« La culture ne doit plus dépendre de l'État pour exister et vivre » (Amel Zen, artiste-chanteuse)
Dans cet entretien au ton admirablement libre et beau, Amel Zen, artiste-chanteuse pleinement embarquée dans la révolution du 22 février, revient sur son parcours artistique, ses choix, ses rêves de liberté et de justice, et crie son engagement indéfectible pour un État de droit, libérés des reflexes autoritaires. « L’art et l’engagement politique se conjuguent parfaitement, et spécialement en cette période, pour témoigner du message populaire, mais aussi pour exprimer mon opinion face aux différentes péripéties que connaissent le pays et la révolution pacifique. Je m’exprime naturellement dans les deux langues : La citoyenne et l’artistique, » affirme-t-elle.
Vous êtes compositrice, parolière et chanteuse. Votre éveil à la musique et au chant s’est fait à l’âge de 10. Mais ce n’est qu’à 28, en 2013, que vous avez sorti votre premier album. Comment cela s’est fait quand on sait que vous êtes architecte de formation ? Qui sont vos maîtres, quelles sont vos inspirations ?
Je dirais que mon éveil à la musique s’est fait bien avant mes 10 ans, mais ce n’est qu’à 10 ans que j’ai rejoint officiellement une formation au sein de l’association culturelle de musique andalouse el Kaissaria de Cherchell.
À l’obtention de mon baccalauréat en 2002, j’ai dû quitter Cherchell pour faire mes études d’architectures sur Alger, et là j’ai rejoint l’orchestre régional d’Alger puis, quelques temps plus tard, l’orchestre national de musique andalouse. Après avoir obtenu mon diplôme d’architecte en 2007, j’ai participé dans la même année à la première édition d’Alhane Wa Chabab où je suis arrivée en quart de finale.

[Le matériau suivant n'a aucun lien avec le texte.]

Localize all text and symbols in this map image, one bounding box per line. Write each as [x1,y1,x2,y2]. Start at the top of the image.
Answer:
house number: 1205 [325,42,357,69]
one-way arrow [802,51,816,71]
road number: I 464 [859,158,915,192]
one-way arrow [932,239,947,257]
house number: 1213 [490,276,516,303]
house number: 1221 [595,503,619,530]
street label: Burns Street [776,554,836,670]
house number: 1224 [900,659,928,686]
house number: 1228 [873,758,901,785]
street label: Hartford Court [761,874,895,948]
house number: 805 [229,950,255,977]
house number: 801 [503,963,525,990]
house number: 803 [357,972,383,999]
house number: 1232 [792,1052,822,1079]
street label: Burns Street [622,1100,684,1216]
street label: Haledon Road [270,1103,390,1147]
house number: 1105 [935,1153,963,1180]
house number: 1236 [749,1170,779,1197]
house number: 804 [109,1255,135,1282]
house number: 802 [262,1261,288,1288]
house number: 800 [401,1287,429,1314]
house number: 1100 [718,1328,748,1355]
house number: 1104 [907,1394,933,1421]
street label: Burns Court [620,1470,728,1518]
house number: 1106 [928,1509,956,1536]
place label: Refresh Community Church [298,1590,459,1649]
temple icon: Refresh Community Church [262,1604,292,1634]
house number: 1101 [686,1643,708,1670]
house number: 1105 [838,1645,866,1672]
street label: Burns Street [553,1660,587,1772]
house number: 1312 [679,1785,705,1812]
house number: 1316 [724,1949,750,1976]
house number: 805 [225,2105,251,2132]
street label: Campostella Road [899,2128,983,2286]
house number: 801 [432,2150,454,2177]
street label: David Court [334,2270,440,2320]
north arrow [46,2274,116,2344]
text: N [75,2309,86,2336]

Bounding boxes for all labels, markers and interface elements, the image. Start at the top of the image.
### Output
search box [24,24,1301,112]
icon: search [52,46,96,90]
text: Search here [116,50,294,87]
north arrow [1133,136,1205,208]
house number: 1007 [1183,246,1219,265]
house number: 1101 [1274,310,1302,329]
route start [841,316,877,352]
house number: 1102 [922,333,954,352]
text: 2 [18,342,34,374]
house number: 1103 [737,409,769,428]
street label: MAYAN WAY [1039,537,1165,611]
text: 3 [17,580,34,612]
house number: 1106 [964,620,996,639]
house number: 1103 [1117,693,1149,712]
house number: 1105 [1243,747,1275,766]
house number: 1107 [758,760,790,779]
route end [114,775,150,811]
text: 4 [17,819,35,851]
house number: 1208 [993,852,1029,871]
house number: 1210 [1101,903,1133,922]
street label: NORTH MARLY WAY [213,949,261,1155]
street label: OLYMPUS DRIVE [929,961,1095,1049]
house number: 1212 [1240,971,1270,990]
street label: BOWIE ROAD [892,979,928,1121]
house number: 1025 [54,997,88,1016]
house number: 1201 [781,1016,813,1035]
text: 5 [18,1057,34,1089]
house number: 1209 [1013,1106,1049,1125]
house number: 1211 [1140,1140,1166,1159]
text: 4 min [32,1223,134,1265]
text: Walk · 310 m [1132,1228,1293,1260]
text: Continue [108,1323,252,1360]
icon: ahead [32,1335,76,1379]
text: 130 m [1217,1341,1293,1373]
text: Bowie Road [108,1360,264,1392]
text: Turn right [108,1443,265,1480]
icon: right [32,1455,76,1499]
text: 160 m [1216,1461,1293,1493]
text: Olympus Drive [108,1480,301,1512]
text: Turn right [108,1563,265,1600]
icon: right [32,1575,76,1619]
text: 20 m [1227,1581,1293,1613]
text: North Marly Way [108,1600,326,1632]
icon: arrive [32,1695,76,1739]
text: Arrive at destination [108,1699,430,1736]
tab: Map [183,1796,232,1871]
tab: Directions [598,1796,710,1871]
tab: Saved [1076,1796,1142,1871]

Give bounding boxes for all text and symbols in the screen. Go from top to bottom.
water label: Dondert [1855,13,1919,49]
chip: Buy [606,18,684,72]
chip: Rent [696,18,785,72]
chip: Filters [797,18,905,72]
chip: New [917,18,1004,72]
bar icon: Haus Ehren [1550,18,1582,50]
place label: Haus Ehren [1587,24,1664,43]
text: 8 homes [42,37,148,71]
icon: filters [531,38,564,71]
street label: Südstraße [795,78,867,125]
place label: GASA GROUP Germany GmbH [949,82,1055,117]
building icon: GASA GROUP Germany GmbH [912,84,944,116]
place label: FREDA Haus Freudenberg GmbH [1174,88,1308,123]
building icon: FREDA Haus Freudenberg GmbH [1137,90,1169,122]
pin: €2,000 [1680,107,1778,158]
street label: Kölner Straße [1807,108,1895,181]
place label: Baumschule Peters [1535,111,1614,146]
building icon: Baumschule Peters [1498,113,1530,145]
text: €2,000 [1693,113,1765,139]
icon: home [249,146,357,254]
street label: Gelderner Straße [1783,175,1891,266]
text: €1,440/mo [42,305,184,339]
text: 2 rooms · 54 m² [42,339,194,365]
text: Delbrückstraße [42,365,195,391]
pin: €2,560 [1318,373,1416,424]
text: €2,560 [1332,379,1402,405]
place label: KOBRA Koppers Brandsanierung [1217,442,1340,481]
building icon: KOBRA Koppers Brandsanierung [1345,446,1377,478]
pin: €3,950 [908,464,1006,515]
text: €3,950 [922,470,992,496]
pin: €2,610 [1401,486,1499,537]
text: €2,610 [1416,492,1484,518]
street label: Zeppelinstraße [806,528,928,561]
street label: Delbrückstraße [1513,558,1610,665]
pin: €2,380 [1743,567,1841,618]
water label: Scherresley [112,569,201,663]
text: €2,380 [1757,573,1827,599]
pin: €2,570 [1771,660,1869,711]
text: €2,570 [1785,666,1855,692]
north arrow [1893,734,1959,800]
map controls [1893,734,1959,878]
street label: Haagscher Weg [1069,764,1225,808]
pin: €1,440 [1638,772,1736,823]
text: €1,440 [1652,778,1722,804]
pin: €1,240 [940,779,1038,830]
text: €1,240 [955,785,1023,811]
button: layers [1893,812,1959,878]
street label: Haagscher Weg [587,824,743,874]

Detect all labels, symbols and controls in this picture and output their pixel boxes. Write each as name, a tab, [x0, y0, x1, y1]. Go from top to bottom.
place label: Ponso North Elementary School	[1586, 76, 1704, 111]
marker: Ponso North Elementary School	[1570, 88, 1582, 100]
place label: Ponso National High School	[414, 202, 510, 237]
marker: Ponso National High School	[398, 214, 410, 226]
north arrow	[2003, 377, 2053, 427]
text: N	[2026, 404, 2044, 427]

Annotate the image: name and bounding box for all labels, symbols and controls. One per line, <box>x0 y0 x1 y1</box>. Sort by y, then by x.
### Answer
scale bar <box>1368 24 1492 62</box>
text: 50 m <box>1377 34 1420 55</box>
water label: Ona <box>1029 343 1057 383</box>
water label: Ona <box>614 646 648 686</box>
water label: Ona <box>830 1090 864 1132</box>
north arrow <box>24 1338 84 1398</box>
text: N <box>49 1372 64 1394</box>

Après cette belle aventure, j’ai dû chercher mon identité musicale en travaillant sur mes différentes inspirations, passant par l’andalous, le chaabi, l’amazigh dont le daynan (style de la région de Tipaza) le Pop, le Rock, le Jazz, et la musique du monde en général ; en travaillant sur ma direction artistique également ce qui m’a pris 5 ans de recherche, d’écriture, de composition mais aussi d’épargne sur mon salaire d’architecte et les quelques spectacles auxquels je participais afin de permettre le financement et l’autoproduction de mon tout premier album éponyme : Amel Zen en 2013. Il faut savoir que j’avais déjà sorti mon premier single Mafikch Ennia en 2011.
Vous avez été formée initialement dans la musique andalouse. Qu’est-ce qui vous a poussé à vous orienter vers l’ethno-pop ou le rock ?
Effectivement, j’ai bénéficié de cette belle formation andalouse que je capitalise aujourd’hui comme background. Il faut dire que j’étais arrivée à un point ou je voulais explorer, créer et m’exprimer à 100%, ce que le registre de l’andalous et sa discipline ne permettaient pas. J’avais besoin de m’exprimer d’une façon complète, entière et unique, de porter des messages avec des textes, mélodies et sonorités nouvelles, à travers d’autres couleurs dont le rock, lap, et la musique du monde tout en gardant nos modes algériens, maghrébins, amazighs et nord-africains.
Née à Tipaza, vous êtes une amazighe chenaoua. Vous chantez aussi bien en arabe algérien, en français qu’en tamazight. Qu’est-ce que ça vous fait de vous exprimer dans une langue plusieurs fois millénaire et longtemps réprimée et ostracisée par les autorités algériennes ?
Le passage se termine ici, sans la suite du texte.